DATA RECORDS ▸
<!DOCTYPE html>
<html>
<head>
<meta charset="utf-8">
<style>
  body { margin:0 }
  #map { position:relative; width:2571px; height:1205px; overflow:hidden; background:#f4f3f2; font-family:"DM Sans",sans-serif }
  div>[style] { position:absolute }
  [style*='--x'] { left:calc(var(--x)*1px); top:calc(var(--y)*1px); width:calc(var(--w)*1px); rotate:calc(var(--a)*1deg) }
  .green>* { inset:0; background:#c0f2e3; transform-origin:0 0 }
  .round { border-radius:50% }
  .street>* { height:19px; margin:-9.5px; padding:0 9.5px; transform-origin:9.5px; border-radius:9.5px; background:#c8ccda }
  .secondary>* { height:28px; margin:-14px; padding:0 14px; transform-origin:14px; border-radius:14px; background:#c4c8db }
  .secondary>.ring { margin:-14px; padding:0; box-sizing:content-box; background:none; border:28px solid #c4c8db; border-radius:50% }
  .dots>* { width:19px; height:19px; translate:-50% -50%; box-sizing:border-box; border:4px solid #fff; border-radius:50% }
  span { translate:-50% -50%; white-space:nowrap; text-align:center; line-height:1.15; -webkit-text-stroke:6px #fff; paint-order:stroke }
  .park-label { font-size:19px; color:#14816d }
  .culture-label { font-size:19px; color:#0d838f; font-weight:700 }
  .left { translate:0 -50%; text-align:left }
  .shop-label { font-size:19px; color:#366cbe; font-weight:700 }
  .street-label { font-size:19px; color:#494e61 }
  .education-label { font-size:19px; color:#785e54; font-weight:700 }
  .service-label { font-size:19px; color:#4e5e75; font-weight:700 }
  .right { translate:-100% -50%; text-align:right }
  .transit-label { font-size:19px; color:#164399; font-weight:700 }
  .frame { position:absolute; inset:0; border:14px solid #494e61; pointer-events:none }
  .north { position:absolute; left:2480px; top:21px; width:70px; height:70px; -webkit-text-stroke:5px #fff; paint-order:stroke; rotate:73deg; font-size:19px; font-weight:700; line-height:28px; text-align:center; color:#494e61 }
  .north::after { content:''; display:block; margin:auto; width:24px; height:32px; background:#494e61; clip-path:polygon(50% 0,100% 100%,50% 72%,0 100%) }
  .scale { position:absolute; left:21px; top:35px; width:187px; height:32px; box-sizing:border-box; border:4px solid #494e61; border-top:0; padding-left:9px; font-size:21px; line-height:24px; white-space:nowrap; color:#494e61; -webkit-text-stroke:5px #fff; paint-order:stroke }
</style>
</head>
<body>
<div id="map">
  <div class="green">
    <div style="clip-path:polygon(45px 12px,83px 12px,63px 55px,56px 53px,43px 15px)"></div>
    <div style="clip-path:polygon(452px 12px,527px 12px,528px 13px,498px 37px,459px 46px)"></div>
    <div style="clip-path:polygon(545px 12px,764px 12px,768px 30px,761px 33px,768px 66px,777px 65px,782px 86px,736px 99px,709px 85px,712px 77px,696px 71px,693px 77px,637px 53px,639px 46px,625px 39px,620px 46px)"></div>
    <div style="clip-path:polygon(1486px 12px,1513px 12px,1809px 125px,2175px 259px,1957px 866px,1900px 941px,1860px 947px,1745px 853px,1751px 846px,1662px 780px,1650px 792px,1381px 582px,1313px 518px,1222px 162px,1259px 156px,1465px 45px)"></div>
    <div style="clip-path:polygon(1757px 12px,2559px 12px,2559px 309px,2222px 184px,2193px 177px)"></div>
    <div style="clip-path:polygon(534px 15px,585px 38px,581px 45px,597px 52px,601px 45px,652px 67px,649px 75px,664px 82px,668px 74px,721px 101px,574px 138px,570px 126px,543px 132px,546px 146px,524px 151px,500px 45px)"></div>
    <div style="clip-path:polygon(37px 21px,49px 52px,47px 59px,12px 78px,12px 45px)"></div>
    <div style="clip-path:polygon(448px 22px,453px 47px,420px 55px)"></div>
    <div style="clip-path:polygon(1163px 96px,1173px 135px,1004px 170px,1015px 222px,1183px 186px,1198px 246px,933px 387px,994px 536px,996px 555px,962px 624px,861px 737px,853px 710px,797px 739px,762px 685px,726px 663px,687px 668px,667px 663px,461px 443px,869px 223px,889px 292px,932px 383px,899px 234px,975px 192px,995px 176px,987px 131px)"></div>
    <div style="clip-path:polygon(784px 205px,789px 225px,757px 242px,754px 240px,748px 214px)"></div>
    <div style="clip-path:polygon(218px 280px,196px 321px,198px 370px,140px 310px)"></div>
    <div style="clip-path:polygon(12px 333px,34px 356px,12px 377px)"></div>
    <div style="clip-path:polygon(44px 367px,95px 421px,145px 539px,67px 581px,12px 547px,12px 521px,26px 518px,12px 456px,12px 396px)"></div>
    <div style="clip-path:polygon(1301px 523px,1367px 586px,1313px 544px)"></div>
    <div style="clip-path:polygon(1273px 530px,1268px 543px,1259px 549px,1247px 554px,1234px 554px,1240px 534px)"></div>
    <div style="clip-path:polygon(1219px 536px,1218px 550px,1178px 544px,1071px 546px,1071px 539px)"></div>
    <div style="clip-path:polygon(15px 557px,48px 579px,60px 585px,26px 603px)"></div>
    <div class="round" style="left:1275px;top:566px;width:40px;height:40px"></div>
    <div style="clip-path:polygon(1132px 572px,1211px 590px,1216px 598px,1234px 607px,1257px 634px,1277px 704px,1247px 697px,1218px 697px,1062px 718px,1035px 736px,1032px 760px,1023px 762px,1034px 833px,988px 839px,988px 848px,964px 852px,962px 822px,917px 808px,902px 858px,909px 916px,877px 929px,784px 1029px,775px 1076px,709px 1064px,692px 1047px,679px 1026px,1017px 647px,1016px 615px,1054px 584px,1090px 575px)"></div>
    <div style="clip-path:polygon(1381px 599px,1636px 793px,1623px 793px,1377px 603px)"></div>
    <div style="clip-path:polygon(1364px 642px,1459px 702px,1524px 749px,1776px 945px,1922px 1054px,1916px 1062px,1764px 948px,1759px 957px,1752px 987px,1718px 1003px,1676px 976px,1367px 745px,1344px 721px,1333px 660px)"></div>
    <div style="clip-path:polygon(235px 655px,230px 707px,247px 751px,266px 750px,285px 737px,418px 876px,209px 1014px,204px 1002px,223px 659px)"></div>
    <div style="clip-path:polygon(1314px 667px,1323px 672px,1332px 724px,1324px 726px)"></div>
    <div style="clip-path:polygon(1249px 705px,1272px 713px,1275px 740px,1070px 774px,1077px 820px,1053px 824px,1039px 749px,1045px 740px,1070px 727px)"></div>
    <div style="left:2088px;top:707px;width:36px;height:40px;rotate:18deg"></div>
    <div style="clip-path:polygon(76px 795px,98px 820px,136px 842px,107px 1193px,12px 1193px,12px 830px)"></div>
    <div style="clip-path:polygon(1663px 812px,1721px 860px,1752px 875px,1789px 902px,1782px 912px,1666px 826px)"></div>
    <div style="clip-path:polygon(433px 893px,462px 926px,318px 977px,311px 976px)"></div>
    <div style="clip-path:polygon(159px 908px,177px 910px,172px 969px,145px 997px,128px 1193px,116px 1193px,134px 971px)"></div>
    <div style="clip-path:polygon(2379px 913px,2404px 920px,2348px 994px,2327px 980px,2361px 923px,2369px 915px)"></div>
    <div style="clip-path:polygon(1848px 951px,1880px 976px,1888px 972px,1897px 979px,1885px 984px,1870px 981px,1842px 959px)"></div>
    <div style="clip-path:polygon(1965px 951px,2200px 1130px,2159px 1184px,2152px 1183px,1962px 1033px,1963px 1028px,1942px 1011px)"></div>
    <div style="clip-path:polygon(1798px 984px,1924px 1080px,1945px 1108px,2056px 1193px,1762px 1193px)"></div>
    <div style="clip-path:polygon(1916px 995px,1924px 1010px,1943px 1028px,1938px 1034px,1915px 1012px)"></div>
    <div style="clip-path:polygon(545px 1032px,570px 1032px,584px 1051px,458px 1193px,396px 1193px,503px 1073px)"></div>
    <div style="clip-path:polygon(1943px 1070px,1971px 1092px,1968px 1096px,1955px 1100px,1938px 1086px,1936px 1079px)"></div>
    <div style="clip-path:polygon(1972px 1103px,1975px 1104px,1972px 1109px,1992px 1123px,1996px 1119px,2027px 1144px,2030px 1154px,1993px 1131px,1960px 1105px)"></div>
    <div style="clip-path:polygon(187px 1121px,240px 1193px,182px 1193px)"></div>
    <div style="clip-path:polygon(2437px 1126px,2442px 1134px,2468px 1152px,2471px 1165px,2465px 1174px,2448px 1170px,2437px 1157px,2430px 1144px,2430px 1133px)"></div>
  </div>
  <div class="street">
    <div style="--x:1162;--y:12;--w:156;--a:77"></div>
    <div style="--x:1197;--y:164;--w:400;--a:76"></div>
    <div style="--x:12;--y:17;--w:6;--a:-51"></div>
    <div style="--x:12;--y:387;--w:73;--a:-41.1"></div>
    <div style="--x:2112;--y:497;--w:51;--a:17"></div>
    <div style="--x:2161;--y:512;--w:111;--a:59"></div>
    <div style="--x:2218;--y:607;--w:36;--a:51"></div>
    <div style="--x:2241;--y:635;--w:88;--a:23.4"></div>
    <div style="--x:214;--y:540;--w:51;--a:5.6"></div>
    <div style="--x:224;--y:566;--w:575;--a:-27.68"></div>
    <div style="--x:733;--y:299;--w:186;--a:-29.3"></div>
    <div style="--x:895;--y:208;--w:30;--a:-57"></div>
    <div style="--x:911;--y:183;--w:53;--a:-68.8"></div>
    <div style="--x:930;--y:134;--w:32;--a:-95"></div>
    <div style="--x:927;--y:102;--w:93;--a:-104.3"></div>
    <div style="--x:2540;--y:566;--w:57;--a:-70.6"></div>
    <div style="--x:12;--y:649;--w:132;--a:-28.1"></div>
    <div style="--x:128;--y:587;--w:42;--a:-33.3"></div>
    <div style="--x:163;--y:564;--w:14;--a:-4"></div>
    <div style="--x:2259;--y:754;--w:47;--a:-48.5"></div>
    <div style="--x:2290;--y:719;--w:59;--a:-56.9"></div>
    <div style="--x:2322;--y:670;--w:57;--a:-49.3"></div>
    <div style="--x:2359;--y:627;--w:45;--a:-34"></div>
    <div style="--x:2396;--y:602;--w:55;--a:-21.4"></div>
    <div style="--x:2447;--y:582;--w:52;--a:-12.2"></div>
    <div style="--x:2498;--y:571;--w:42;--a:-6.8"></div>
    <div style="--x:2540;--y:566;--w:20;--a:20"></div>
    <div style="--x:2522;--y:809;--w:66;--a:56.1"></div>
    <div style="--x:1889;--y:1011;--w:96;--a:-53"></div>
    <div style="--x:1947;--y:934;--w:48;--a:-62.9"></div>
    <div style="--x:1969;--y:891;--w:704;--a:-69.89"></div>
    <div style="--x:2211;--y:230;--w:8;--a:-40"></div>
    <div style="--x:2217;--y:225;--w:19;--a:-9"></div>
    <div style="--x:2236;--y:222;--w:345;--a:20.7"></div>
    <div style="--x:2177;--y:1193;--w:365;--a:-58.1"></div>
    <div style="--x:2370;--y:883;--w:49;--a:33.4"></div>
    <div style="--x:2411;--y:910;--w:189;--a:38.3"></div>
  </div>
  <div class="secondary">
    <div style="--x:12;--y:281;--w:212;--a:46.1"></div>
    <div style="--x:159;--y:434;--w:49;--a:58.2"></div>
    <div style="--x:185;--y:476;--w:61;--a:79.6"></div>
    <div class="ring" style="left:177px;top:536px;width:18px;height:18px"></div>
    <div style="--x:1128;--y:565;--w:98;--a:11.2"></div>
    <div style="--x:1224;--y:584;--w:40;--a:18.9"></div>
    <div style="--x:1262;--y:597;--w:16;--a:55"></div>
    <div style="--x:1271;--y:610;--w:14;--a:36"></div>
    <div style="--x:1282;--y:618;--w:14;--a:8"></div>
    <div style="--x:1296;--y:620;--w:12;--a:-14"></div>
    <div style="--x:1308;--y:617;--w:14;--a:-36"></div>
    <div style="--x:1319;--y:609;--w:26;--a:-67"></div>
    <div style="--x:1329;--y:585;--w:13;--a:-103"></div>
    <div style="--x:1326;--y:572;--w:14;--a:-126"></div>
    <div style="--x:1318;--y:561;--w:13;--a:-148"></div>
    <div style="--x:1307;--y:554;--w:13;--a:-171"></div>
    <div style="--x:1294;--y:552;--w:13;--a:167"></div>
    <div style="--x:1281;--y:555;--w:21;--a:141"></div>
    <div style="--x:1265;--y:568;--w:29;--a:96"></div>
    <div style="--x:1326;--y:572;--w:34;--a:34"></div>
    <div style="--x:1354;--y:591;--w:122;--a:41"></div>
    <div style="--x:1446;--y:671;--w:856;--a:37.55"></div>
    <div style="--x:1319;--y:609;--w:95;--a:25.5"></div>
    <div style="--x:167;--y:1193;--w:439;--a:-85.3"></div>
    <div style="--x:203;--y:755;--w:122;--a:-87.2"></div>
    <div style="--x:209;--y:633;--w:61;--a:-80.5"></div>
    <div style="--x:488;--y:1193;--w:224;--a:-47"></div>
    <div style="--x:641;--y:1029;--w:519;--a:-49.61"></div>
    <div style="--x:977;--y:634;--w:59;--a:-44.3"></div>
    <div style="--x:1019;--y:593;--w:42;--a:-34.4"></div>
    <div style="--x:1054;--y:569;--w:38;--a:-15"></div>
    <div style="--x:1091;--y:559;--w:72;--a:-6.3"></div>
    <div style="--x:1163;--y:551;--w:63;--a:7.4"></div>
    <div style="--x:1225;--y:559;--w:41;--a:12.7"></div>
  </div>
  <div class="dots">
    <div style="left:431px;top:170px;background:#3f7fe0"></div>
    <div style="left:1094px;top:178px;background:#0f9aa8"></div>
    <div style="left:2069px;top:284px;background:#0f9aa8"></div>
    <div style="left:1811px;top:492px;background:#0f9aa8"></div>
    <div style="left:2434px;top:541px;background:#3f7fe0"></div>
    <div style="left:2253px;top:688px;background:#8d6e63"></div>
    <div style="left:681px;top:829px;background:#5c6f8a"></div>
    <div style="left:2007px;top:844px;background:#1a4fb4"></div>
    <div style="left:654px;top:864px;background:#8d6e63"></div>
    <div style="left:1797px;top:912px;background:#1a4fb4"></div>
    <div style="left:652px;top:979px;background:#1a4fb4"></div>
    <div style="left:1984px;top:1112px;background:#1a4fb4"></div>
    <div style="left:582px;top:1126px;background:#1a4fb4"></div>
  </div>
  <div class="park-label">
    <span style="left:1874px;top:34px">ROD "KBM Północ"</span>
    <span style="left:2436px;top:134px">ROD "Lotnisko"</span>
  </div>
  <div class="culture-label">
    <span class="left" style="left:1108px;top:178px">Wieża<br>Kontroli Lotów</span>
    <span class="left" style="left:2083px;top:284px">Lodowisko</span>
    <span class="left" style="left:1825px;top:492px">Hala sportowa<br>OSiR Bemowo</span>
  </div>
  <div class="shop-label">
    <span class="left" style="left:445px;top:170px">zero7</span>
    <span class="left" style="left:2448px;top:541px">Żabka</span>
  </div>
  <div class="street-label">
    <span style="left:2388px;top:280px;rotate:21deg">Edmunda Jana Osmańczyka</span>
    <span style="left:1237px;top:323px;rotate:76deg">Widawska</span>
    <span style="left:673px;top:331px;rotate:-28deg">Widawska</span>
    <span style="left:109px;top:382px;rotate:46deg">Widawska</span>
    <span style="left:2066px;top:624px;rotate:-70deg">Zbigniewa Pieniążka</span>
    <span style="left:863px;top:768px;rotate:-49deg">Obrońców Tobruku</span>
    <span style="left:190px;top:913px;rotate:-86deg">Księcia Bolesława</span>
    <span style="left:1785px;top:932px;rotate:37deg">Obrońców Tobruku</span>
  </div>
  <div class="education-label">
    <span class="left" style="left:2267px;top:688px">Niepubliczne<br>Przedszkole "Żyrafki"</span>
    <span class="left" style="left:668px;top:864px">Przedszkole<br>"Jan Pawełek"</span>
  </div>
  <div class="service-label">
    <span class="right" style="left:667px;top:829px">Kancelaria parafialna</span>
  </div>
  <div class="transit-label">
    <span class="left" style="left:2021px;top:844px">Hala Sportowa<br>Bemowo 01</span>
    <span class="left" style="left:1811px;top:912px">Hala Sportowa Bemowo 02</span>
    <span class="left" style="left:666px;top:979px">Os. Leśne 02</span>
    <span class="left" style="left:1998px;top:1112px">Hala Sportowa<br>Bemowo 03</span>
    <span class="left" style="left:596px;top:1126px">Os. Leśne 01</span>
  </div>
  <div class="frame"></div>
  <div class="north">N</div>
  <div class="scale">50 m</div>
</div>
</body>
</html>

TASK TO COMPLETE ▸ Transcribe only, please, the lines from the first line of the records through the line with "width:19px; height:19px; translate:-50%". Both of those lines are included.

TASK ANSWER ▸
<!DOCTYPE html>
<html>
<head>
<meta charset="utf-8">
<style>
  body { margin:0 }
  #map { position:relative; width:2571px; height:1205px; overflow:hidden; background:#f4f3f2; font-family:"DM Sans",sans-serif }
  div>[style] { position:absolute }
  [style*='--x'] { left:calc(var(--x)*1px); top:calc(var(--y)*1px); width:calc(var(--w)*1px); rotate:calc(var(--a)*1deg) }
  .green>* { inset:0; background:#c0f2e3; transform-origin:0 0 }
  .round { border-radius:50% }
  .street>* { height:19px; margin:-9.5px; padding:0 9.5px; transform-origin:9.5px; border-radius:9.5px; background:#c8ccda }
  .secondary>* { height:28px; margin:-14px; padding:0 14px; transform-origin:14px; border-radius:14px; background:#c4c8db }
  .secondary>.ring { margin:-14px; padding:0; box-sizing:content-box; background:none; border:28px solid #c4c8db; border-radius:50% }
  .dots>* { width:19px; height:19px; translate:-50% -50%; box-sizing:border-box; border:4px solid #fff; border-radius:50% }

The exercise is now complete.